[Data to examine Boundary: Start]
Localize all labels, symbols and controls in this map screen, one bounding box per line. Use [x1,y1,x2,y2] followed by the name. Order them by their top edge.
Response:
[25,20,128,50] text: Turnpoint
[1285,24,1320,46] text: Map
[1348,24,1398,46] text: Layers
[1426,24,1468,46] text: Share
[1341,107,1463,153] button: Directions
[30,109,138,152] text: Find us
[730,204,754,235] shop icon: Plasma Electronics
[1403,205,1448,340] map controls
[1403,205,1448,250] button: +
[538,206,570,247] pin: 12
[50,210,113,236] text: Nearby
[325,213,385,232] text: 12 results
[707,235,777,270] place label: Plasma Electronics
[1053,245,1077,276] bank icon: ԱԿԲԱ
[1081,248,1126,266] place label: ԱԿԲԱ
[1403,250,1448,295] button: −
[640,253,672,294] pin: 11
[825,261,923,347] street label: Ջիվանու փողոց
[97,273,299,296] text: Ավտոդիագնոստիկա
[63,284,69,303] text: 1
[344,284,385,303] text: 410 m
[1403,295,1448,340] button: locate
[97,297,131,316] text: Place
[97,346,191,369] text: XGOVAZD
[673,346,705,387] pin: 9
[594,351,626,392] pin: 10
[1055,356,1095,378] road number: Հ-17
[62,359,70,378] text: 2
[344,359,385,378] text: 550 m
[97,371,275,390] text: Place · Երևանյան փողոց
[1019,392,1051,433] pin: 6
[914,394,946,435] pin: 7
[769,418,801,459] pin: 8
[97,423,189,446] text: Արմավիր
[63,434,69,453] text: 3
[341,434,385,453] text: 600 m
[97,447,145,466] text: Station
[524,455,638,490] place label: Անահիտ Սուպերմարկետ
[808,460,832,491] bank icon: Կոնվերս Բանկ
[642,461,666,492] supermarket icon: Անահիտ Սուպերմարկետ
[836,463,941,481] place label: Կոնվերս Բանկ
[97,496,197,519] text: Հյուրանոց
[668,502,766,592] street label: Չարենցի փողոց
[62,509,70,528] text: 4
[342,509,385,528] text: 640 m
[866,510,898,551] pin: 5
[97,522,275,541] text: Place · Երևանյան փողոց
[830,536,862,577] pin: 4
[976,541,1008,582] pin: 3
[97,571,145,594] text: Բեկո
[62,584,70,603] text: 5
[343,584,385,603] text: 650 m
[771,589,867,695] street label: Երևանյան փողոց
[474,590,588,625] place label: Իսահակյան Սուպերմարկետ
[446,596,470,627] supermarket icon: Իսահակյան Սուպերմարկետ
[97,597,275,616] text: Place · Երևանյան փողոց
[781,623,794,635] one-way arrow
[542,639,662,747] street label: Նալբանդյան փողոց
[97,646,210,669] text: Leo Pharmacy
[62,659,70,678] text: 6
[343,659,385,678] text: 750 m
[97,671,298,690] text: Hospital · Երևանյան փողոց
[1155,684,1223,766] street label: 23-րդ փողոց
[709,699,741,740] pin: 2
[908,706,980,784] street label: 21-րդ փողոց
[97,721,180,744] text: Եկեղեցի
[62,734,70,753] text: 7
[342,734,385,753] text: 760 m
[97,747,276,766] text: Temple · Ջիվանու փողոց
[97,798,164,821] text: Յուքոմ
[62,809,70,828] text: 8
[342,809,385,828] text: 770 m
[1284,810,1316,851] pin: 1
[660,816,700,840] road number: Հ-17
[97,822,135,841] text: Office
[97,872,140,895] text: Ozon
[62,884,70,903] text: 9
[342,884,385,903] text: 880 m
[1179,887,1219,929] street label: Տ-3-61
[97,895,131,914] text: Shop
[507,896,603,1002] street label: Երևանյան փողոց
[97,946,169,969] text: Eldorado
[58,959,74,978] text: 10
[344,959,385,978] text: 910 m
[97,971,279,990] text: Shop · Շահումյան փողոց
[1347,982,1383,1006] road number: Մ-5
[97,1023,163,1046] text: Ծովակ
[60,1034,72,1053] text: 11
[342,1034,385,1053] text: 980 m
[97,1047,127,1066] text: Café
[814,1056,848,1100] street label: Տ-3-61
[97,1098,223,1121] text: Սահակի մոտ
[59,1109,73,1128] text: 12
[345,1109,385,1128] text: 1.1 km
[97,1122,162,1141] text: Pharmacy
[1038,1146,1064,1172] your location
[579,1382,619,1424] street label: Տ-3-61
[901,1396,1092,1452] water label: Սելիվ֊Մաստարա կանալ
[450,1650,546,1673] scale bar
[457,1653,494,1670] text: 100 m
[Data to examine Boundary: End]
Provide the number of lines in the preceding entries that include the string "Բանկ", with no other words.

Response box: 2